Victus Spiritus


Pattern CLiPS

21 Mar 2011

I came across an intriguing language processing library a few weeks ago, and it's called CLiPs which stands for Computational Linguistics and PsychoLinguisitics. When we were working hard on extracting entities from social streams during Victus Media's heyday, I couldn't find anything close to what this library offers.

Pattern is a web mining module for the Python programming language.

It bundles tools for data retrieval (Google + Twitter + Wikipedia API, web spider, HTML DOM parser), text analysis (rule-based shallow parser, WordNet interface, syntactical + semantical n-gram search algorithm, tf-idf + cosine similarity + LSA metrics) and data visualization (graph networks).

The module is bundled with 30+ example scripts.

Props to the team behind the library.

My favorite library feature is the pattern.graph module which performs pretty much what you'd expect from a graph library (path of least surprise) and includes a couple of great network node aspects.

Not long after scanning the documentation I wondered if there was a set of ruby gems or modules that I could quickly take advantage of and integrate into some of my heroku hacks. An alternative is to setup a python server which runs CLiPs^. A few minutes of browsing revealed the Ruby Graph Library (RGL). The graph lib is based on Boost Graph Library which is all good in my book (just started heavily using Boost at work).

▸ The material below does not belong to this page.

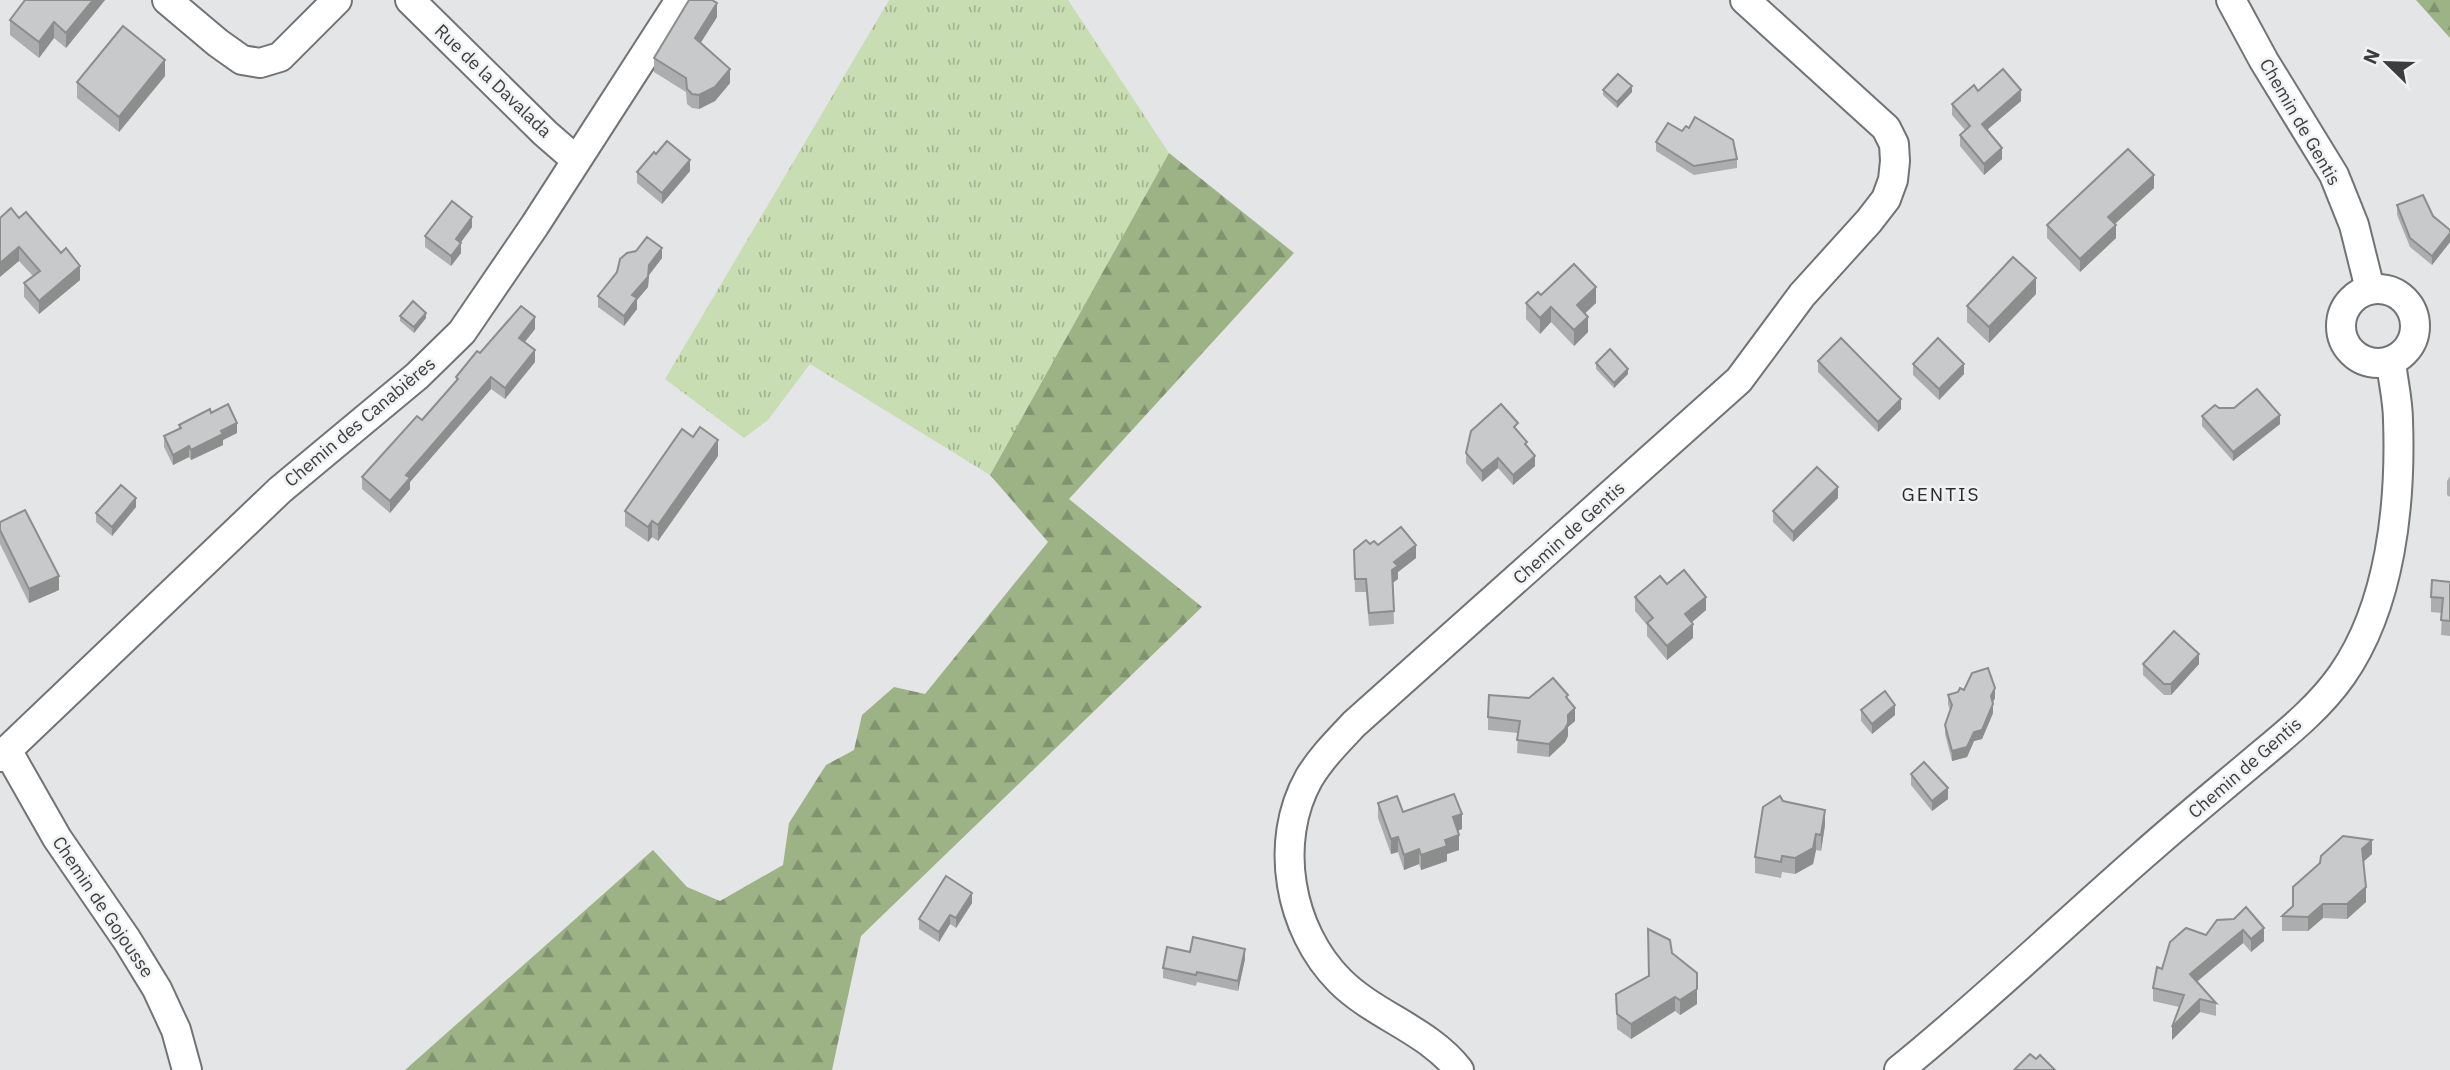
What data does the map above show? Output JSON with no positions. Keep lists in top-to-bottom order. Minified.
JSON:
{"streets":{"street":["Rue de la Davalada","Chemin de Gentis","Chemin des Canabières","Chemin de Gojousse"]},"crossings":[["Rue de la Davalada","Chemin des Canabières"],["Chemin des Canabières","Chemin de Gojousse"]],"districts":["GENTIS"],"north":"top left"}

One missing piece of the puzzle is a great open source natural language processing gem/lib. In our startup we leveraged third party APIs (Zemanta, Alchemy, OpenCalais) and there are a number of gems which do the same but these are all metered solutions*. I'd much prefer a local option so I can tune and grow the algorithms by leveraging various third parties and add a dash of machine learning. I suspect Google will release a compelling product for giving structure to text based on their talents at machine learning and huge corpus of language (entity extraction/graphs). If you know of a great NLP ruby gem, please point me to it, thanks!

^= Flask on a hosted server, or the Google app engine make good targets.

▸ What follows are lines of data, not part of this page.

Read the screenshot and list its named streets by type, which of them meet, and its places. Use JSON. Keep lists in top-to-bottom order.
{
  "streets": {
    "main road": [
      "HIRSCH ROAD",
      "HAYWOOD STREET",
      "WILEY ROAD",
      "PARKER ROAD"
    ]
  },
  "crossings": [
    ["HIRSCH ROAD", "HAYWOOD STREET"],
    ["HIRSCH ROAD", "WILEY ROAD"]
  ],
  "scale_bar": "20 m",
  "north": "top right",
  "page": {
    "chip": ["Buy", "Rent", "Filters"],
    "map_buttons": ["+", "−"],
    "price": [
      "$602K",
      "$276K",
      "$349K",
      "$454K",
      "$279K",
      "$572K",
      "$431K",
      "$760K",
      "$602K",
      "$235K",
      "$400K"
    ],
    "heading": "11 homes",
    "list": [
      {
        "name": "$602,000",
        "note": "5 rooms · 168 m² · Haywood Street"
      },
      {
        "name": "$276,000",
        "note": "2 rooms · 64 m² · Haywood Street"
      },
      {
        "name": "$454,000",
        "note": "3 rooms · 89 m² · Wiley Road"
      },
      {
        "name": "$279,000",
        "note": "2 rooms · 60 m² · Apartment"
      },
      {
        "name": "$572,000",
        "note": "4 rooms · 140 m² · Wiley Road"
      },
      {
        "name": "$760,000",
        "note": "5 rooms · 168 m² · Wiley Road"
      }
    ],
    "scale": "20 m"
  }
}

*= The prominent semantic tagging tools have a nice free margin but you'll quickly run into problems if you want to process individual messages. I described the API costs and free levels in an earlier post.

The past few days I’ve been digging into Open Calais’ API. They have another great semantic tool which we can leverage. The big plus for Calais is there 100k hits per day limit. While debugging our list processing, I’ve already gone beyond the Zemanta API limit of 10k. Alchemy’s Orchestr8 is our goto semantic API, and it gives us 30k hit per day to work with. If necessary we can explore hitting DBPedia directly to identify our own entities from text. Relying on external tools could be more expensive than our limited revenue can practically support. It all depends on how many affiliate sales we can get per API hit. Zemanta’s pricing architecture is $1200/month for 50k hits per day at the time of writing this post. Calais may be our most viable option. Even better than that, in house semantic lookups could be the best long term solution. Lower software and maintenance cost versus API hits, and in theory we could have a massive local database to minimize response time.